The changes in the risk-weighted assets for undisbursed loans of Housing Finance Companies (HFCs) introduced by the Reserve Bank of India (RBI) on Monday will help improve the capital availability of these companies, according to experts.
“The changes in the risk-weighted assets for undisbursed amounts of housing loans or other loans would lead to some increase in reported Tier I capital (0.5 per cent – 2 per cent) for affordable housing finance companies (AHFCs), which have a significant share of the portfolio at 35 per cent risk weight. However, the impact is unlikely to be significant as the share of undisbursed loans is relatively low at 5-10 per cent, and these AHFCs are comfortably placed on the capital front,” said Manushree Saggar, Senior Vice President & Sector Head – Financial Sector Ratings, ICRA.
The RBI tweaked the risk weights for undisbursed loans by capping them at par with those of disbursed loans to address a potential anomaly in the computation of risk-weighted assets of these loans.
“Housing loans generally have a lower risk weight. Earlier, people were keeping it at 50 per cent risk weight for undisbursed amounts; now it will be aligned with the disbursed amount. It will have a minor impact on the capital, nothing major for the companies,” said an official from a housing finance company.
The regulator segregated risk weights for standard and stressed commercial real estate – residential buildings. The RBI said the risk weight for Commercial Real Estate – Residential Buildings classified as standard would continue to be 75 per cent. For exposures under this category that are not classified as standard, the risk weight shall be 100 per cent.

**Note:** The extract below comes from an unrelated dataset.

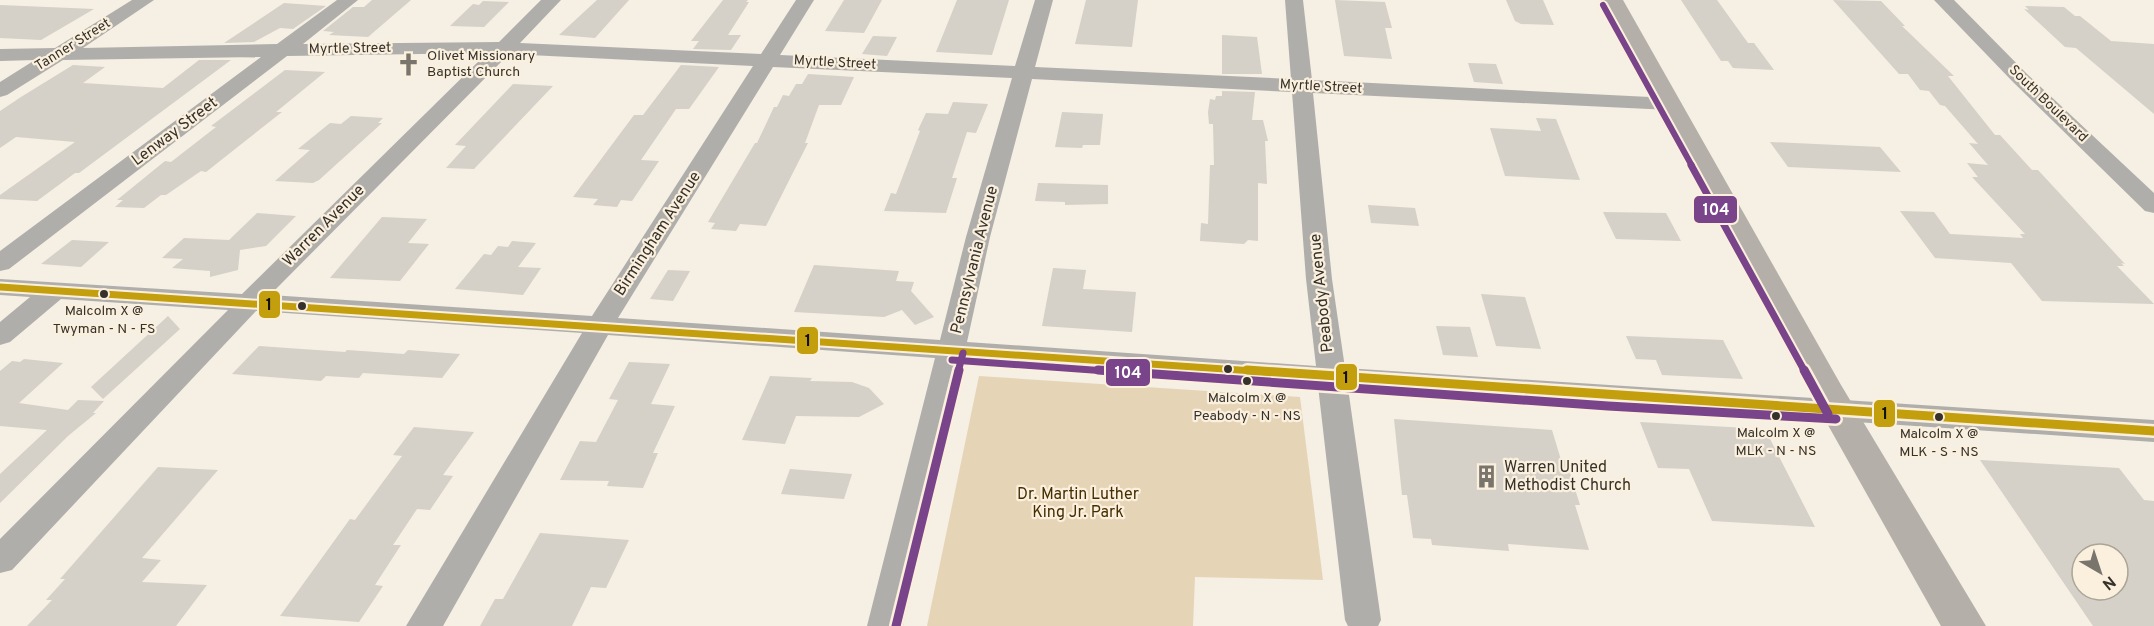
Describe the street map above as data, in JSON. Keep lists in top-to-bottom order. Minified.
{"streets":{"street":["Tanner Street","Myrtle Street","South Boulevard","Lenway Street","Warren Avenue","Birmingham Avenue","Pennsylvania Avenue","Peabody Avenue"]},"crossings":[["Tanner Street","Myrtle Street"],["Myrtle Street","Lenway Street"],["Myrtle Street","Warren Avenue"],["Myrtle Street","Birmingham Avenue"],["Myrtle Street","Pennsylvania Avenue"],["Myrtle Street","Peabody Avenue"]],"parks":["Dr. Martin Luther King Jr. Park"],"places":{"church":["Olivet Missionary Baptist Church"],"other":["Malcolm X @ Twyman - N - FS","Malcolm X @ Peabody - N - NS","Malcolm X @ MLK - N - NS","Malcolm X @ MLK - S - NS"],"building":["Warren United Methodist Church"]},"lines":["transit line 104","transit line 1"],"north":"bottom right"}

Meanwhile, according to experts, the separate circular introduced to bring harmonisation between NBFCs and HFCs is broadly in line with the draft circular, with most of the HFCs being compliant with it.
The RBI had reduced the ceiling on the quantum of public deposits that a deposit-taking HFC can hold from three times to 1.5 times of its net owned fund (NoF).
“The final guidelines regarding acceptance of public deposits by HFCs are largely in line with the draft norms issued in January 2024, except that entities have been given an additional time of six months (till January 2025 and July 2025) to comply with the requirements. In ICRA’s view, the changes are unlikely to materially impact deposit-accepting HFCs, given the adequate on-balance sheet liquidity available and their deposits being within the prescribed ceiling. However, there could be a higher cost of compliance,” Saggar said.
The banking regulator also directed the deposit-taking HFCs to maintain 15 per cent of their liquid assets against public deposits instead of the existing 13 per cent, which most companies are largely following.
“In terms of impact, most deposit-taking HFCs are already in compliance with the new norms. For a few, there may be marginal adjustments, either with managing on-book liquidity to adhere to the 15 per cent guideline or with reducing the ratio of public deposits to net owned funds, to maintain some headroom over the revised requirements,” said Subha Sri Narayanan, Director, CRISIL Ratings.